Stored data
┌──

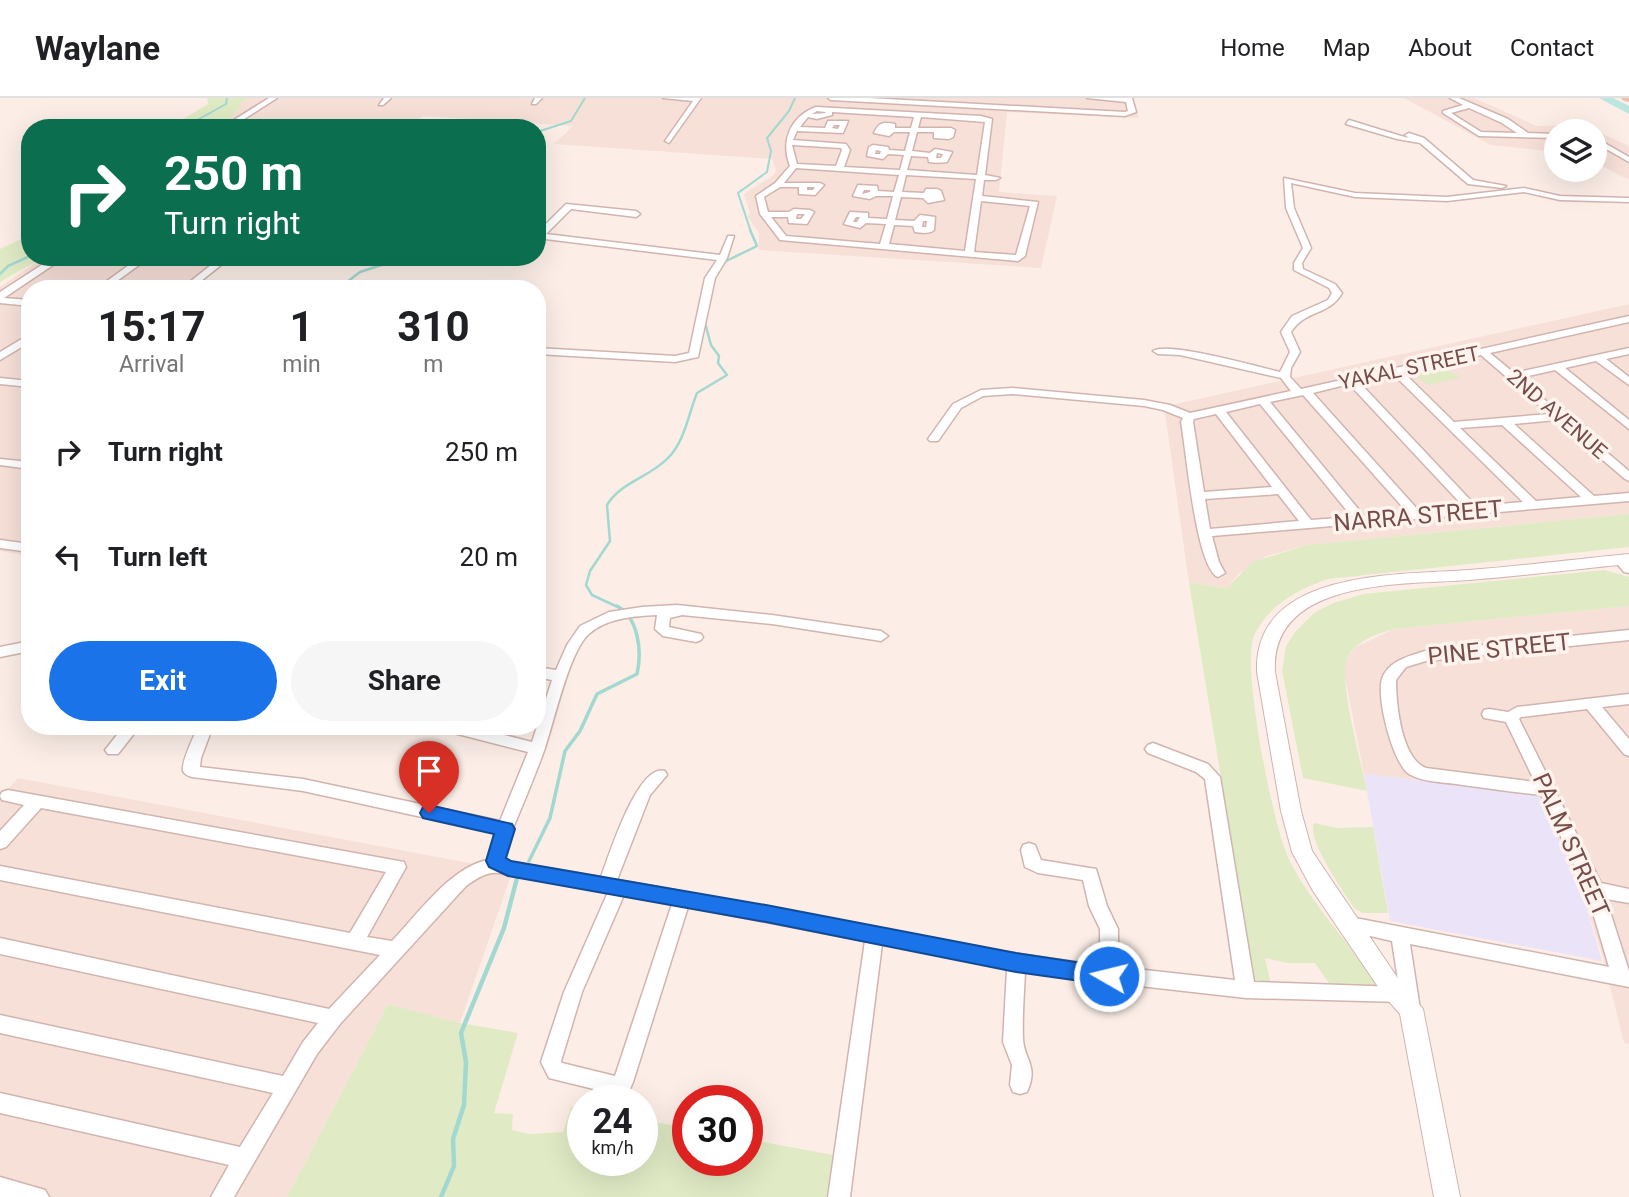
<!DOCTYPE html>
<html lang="en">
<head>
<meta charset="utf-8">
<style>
	:root { --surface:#fff; --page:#f6f6f6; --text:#202124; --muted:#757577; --line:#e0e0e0; --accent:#1a73e8 }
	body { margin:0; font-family:Roboto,sans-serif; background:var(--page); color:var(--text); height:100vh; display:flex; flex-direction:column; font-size:26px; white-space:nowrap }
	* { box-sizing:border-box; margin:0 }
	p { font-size:23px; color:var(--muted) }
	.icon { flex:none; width:38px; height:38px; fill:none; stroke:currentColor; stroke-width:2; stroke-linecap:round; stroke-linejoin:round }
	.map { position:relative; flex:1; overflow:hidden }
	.panel { position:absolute; left:21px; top:182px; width:525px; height:455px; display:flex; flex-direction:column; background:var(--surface); border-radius:28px; box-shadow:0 7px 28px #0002 }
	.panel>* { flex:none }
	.hud { position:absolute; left:21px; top:21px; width:525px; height:147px; border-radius:28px; box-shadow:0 7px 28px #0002; background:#0b6e4f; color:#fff; overflow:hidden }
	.fabs { position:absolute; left:1544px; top:21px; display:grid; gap:14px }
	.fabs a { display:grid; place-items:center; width:63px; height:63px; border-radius:50%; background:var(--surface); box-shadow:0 7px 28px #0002; font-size:35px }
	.speed { position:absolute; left:567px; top:987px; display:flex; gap:14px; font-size:35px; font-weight:700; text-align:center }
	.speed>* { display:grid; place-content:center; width:91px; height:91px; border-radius:50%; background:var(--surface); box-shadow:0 7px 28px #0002; line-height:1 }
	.speed small { font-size:18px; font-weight:400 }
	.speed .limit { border:10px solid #d22; background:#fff; color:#111 }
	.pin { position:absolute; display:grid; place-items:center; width:60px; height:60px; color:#fff; margin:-72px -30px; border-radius:50% 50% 50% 0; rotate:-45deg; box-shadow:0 0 7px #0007 }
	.pin .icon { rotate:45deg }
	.me { position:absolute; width:77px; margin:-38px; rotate:278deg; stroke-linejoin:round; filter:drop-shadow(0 0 5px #0008) }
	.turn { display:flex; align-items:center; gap:24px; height:147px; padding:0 28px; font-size:32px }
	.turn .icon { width:91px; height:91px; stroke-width:2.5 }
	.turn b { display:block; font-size:49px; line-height:60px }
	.eta { display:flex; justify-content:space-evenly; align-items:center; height:119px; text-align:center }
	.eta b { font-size:42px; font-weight:700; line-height:49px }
	.action { display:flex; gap:14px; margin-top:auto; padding:14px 28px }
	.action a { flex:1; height:80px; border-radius:42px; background:var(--accent); color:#fff; font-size:28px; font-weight:700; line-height:80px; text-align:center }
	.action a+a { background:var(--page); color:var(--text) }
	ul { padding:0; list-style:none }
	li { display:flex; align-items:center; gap:21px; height:105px; padding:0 28px }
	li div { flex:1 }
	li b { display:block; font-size:26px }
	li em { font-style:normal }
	header { display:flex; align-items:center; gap:42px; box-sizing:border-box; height:98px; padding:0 35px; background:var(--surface); border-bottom:2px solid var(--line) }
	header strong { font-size:33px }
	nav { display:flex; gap:38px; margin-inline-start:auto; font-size:24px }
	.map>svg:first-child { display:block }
	.residential { fill:#f6e0d8 }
	.education { fill:#ebe4f9 }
	.green { fill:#e0ebc5 }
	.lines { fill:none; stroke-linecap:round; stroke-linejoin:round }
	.stream-far3 { stroke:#a1d8d0; stroke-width:2 }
	.stream-far2 { stroke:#a1d8d0; stroke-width:2.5 }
	.stream-far1 { stroke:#a1d8d0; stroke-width:3.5 }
	.stream { stroke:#a1d8d0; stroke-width:4.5 }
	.river { fill:#bbe6df; fill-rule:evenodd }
	.minor-casing { stroke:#d1b4af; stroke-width:3 }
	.tertiary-casing { stroke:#d1b4af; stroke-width:2 }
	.primary-casing { stroke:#d9cdcd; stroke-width:2 }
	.minor { fill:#fff; fill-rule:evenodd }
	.tertiary { fill:#fff; fill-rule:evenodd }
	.primary { fill:#fbbda0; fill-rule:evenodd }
	.route { fill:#1a73e8; stroke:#114b97; stroke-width:2 }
	.labels { text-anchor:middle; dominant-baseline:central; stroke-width:7; stroke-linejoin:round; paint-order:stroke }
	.far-street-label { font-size:21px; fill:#774d4b; stroke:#fff3ee }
	.street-label { font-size:24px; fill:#774d4b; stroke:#fff3ee }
</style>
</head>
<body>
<header>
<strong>Waylane</strong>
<nav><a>Home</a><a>Map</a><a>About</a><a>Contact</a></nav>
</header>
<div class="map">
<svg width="1629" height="1099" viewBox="0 0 1629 1099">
	<rect width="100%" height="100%" fill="#fceee7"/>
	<path class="residential" d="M250 0H1133L1139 20 1007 14 999 94 1057 98 1041 170 759 152V135L748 119 750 115 744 96 774 77 776 73 772 61 554 46 573 28 423 18 407 30H196L220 23 231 16 238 5Z
		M1404 0H1474L1537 28 1582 27 1629 48V82L1594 64V33H1556V54L1491 47Z
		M44 159H234L193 191H30V316L24 321 30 322V458L0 453V189Z
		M1629 206V416L1307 447 1266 458 1238 476 1227 490 1189 485 1165 315 1171 307Z
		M1629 508V946L1624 945 1603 859 1583 798 1500 691 1364 676 1344 574 1348 559 1356 549 1394 531Z
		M18 680 485 768 511 777 460 925 388 906 287 1099H0V700Z"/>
	<path class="education" d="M1364 676 1500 691 1533 696 1542 701 1583 798 1602 863 1390 823Z"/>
	<path class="green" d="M207 0H250L239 5 242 8C237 11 233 17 230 20 223 26 179 30 168 30L208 6Z
		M30 137V159H44L0 184V151Z
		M1442 268 1460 280 1428 287 1410 275Z
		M1629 416V449L1328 481C1297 492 1268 507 1254 538 1241 568 1273 729 1289 761 1312 808 1350 844 1377 888L1376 892 1332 890 1315 865H1287L1265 860 1271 886H1255L1189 485 1227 490 1252 464 1307 447Z
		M1604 472 1629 479V508L1394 531C1377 536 1357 542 1348 559 1337 581 1362 665 1367 693L1303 680 1282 573 1286 548 1295 534 1314 515 1333 505 1364 496Z
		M1314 725 1337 730 1373 729 1388 815H1362L1354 810C1344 794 1306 741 1314 725Z
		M388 906 460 925 518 935 494 1015 513 1016 512 1032 529 1036 563 1034 571 1009 583 1011V1062H642V1022L688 1030V1062H747V1041L833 1057 826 1099H287Z"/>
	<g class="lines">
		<path class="stream-far3" d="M183 30 226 6 227 0
			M537 34 571 23 585 0
			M751 134 738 95 767 74 771 53 767 40 789 13 795 0"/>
		<path class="stream-far2" d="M724 164 757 148 750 132
			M0 176 8 168 30 158
			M338 191 360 174 406 159
			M620 510 592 497 586 487 590 473 610 443 607 407C621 384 650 379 668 360 685 343 688 317 697 295L727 277 718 265 719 258 711 247 705 225"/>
		<path class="stream-far1" d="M529 763 550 720 565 653 580 633 597 596 637 576C642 554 639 520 617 508"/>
		<path class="stream" d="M441 1099 454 1068 453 1041 464 1007 466 964 461 935 504 830 517 780"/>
		<path class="river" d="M1599 0H1613L1629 8V16Z"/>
		<g class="minor-casing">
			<path id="minor" d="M269 0H277L230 30H221Z
				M384 0H391L383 7H379Z
				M535 0H542L536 6H532Z
				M663 0H701L669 45 665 43 693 3Z
				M828 0H869L1125 14 1128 13 1126 4 1087 0H1132L1136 14 1125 18 831 2Z
				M1450 0H1459L1508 21 1528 35 1556 36V40L1479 38 1443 15V13L1463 7ZM1469 10 1502 25 1517 35 1481 34 1451 15Z
				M816 9 981 18 992 21 985 77 1000 80 996 82H984L982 98 1038 104 1025 158 1018 163 780 142 760 116 756 98 775 85 790 68C780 43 791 18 816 9ZM817 13 825 14 826 15 812 16ZM832 14 914 19 911 30H895V26C883 24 879 24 874 35L889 38 894 34H910L905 53 889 52 888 49 873 47 869 49 867 58 883 61 888 56 904 57 900 72 844 69 850 52 846 46 793 42 797 33 843 35 848 23H828L825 30 800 29 808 19 817 21 832 17ZM921 19 985 24 977 77 907 72 911 58 928 59 929 64C935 65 941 65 947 64L952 54 935 51 930 55 912 53 917 34H934V40L949 41 953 39 955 32 951 30H918ZM834 27H840L838 31 832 30ZM792 47 841 50 842 52 836 68 797 66ZM876 52 881 53 880 56H875ZM937 55 943 56 941 60H936ZM796 70 899 77 894 94 878 93 877 88 858 87 853 98 870 101 876 98H893L887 121 868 120V115L850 114 844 126 860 130 866 125 886 126 880 146 786 138 771 119H788L789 125 807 126 814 114 810 112 794 111 789 114H768L764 99 780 89H799V96L815 97 824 87 820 85H784ZM906 77 976 81 965 153 889 146 894 127 913 128 915 134C921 135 930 136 934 132L935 119 920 117 914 123 895 122 901 99 923 100 928 105 944 102 941 93 937 91H926L924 95 902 94ZM807 89H815L813 92H807ZM864 92H870V94L862 96ZM981 103 1030 108 1016 157 974 154ZM797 116H805L801 121H796ZM856 119H860L857 124H853ZM923 123H927L926 129H922Z
				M1349 22 1401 38 1409 40 1405 37 1409 35 1424 40 1473 82 1506 88 1502 90 1468 86 1420 45 1397 41 1346 26Z
				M291 25 346 28 349 30 288 29Z
				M384 27 387 30H379Z
				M1594 39 1629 59V64L1594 44Z
				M1284 80 1355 95 1447 99 1524 90 1560 98 1629 100V104L1560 102 1524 94 1447 103 1355 99 1291 85 1294 110 1311 150 1302 165 1303 171 1335 186 1342 195C1329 218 1306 211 1291 234L1300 254 1291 270 1290 279 1301 291 1629 218V224L1490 255 1514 275 1629 250V256L1606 261 1629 279V287L1596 263 1565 270 1629 322V331L1555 272 1519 280 1629 373V383L1625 381 1556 322 1514 326 1594 398 1629 395V403L1212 438 1219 464 1225 475 1218 479C1196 471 1186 350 1181 324L1183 320 1163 312 1144 308 1012 296 983 298 961 310 938 343H930L928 341 953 306 981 292 1012 290 1144 302 1170 307 1190 315 1291 293 1281 280 1180 257 1158 256 1153 253C1168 243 1258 269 1280 274L1290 254 1281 234 1292 218 1328 202 1332 195 1329 190 1294 172V165L1303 150 1286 110ZM1481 257 1549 316 1454 324 1403 274ZM1394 277 1523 404 1476 408 1359 284ZM1349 286 1464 409 1419 413 1313 295ZM1303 297 1407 414 1364 418 1270 304ZM1260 306 1352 419 1311 422 1226 314ZM1216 316 1272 389 1204 394 1193 324 1194 321ZM1502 327 1581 399 1536 403 1460 330ZM1278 396 1299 423 1210 431 1205 401Z
				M566 106 636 113 640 116 636 119 571 111 546 136 720 157 728 138H734L727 160 715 180 698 259 675 264 537 256V250L675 258 689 255 705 180 717 162 537 140V135Z
				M54 159H65L4 200 30 202V208L0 205V194Z
				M140 159H150L106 191H96Z
				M221 159H231L191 191H181Z
				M30 236V244L0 262V254Z
				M0 280 30 283V289L0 286Z
				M0 361 30 364V371L0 367Z
				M0 442 30 446V454L0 450Z
				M1620 458 1629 464V475L1624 474 1614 462Z
				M677 507 772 517 881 533 888 538 881 543 772 526 682 517 670 520 669 529 701 536 703 539 701 542 696 544 663 538 655 531 657 517C634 518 608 520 590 535 570 550 554 624 545 650 533 684 518 717 505 750L504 760 511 764 601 779C609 758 638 664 665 673L667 677 650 697 617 782C778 809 938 848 1100 867V831L1089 808 1083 782 1038 775 1025 769 1021 752 1023 747 1029 745 1035 747 1041 762 1096 771 1107 808 1118 831V869L1235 882 1205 681 1196 674 1148 655 1145 651 1148 647 1153 645 1208 666 1220 679 1254 884 1399 889 1392 843 1344 832 1341 827 1344 822 1350 819 1609 869 1586 791 1541 697C1513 694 1484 690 1456 686 1441 684 1423 684 1409 676 1393 666 1376 599 1382 581 1388 563 1409 558 1425 553L1629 532V542L1426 563 1406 569 1396 582C1396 606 1401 660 1426 670L1535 684 1506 624 1484 620 1482 616 1484 612 1489 611 1508 614 1517 609 1629 596V606L1602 609 1629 641V658L1624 656 1587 611 1521 619 1519 621 1601 785 1629 791V805L1606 801 1629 873V889L1410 846 1420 911 1418 917 1411 920 1404 917 1401 904 1246 900 1113 885 1109 886 1102 883 1025 874C1024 896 1022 919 1023 941 1024 962 1039 967 1027 994L1020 996 1013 994 1010 987 1012 967 1003 944 1007 871 882 846 850 1099H828L865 843 688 809 633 984 630 991 618 997 549 980 541 964 564 894 608 794 508 777C491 771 480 778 466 788L340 926 317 956 234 1099H211L229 1067 0 1015V995L240 1049 273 995 0 935V917L283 978 303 944 318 925 0 856V840L329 911 380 857 0 782V768L350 835 386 774 41 710 6 749 0 751V733L24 707 2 702 0 698 2 694 8 692 404 764 406 769 367 839 392 843C418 816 450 770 487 762L495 735 303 693 192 679C189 678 185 677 183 673 181 663 195 637 198 628H213L201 660 200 669 303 681 500 723 528 654 446 633 441 632 439 628H469L532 644 552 582 537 579V569L556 572 567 547 580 528 609 514 642 509ZM624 797 672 806 615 978 562 965 561 963 582 894Z
				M30 543V553L0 559V549Z
				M124 628H140L118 656H108L105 652Z
				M0 1079 45 1092 49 1099H0Z"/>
		</g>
		<g class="tertiary-casing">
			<path id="tertiary" d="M1629 456V466C1576 471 1522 478 1469 482 1406 487 1270 479 1275 574L1301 713 1312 753 1401 885 1423 911 1460 1099H1434L1400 916 1385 899 1313 793 1292 754 1281 713 1257 574C1253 471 1399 477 1469 472 1522 468 1576 461 1629 456Z"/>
		</g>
		<g class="primary-casing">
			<path id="primary" d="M1622 0H1629V3L1624 2Z"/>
		</g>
		<use href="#minor" class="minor"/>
		<use href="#tertiary" class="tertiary"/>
		<use href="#primary" class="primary"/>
	</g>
	<path class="route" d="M429 707 512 726 515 731 506 760 511 763 766 807 1016 855 1109 869 1117 871 1120 878 1117 884 1109 887 1016 874 766 824 508 778 489 769 486 763 494 736 423 720 420 715 423 709Z"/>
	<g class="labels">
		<g class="far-street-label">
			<text transform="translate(1409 270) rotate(-12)">YAKAL STREET</text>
			<text transform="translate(1557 316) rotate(41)">2ND AVENUE</text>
		</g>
		<g class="street-label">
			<text transform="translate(1418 418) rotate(-5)">NARRA STREET</text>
			<text transform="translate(1499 551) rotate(-6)">PINE STREET</text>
			<text transform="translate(1571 747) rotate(66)">PALM STREET</text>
		</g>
	</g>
</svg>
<div class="fabs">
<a><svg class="icon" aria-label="layers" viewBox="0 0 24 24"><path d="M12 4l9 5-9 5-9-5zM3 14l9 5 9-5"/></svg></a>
</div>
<div class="speed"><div>24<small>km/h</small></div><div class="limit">30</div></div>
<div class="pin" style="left:429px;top:715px;background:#d93025"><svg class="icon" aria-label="arrive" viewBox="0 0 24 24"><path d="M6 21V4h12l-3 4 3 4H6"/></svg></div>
<svg class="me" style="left:1109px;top:878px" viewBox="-20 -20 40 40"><circle r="17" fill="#1a73e8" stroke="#fff" stroke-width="3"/><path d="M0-11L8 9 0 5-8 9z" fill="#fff"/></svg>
<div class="hud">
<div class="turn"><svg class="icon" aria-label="right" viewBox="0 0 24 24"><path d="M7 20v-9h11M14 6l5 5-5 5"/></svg><div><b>250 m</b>Turn right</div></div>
</div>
<section class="panel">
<div class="eta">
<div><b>15:17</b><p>Arrival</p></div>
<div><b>1</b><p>min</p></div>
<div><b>310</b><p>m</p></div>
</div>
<ul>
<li><svg class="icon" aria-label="right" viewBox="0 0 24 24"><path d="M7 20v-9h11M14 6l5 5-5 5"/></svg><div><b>Turn right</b></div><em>250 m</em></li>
<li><svg class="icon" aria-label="left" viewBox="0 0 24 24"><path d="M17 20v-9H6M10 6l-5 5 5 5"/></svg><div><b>Turn left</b></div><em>20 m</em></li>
</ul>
<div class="action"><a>Exit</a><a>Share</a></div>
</section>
</div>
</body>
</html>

└──

__AIM OF THE TASK__. Whenever a line in the data holds "lines", copy that line.

__RESPONSE FOR THIS EXERCISE__.
	.lines { fill:none; stroke-linecap:round; stroke-linejoin:round }
	<g class="lines">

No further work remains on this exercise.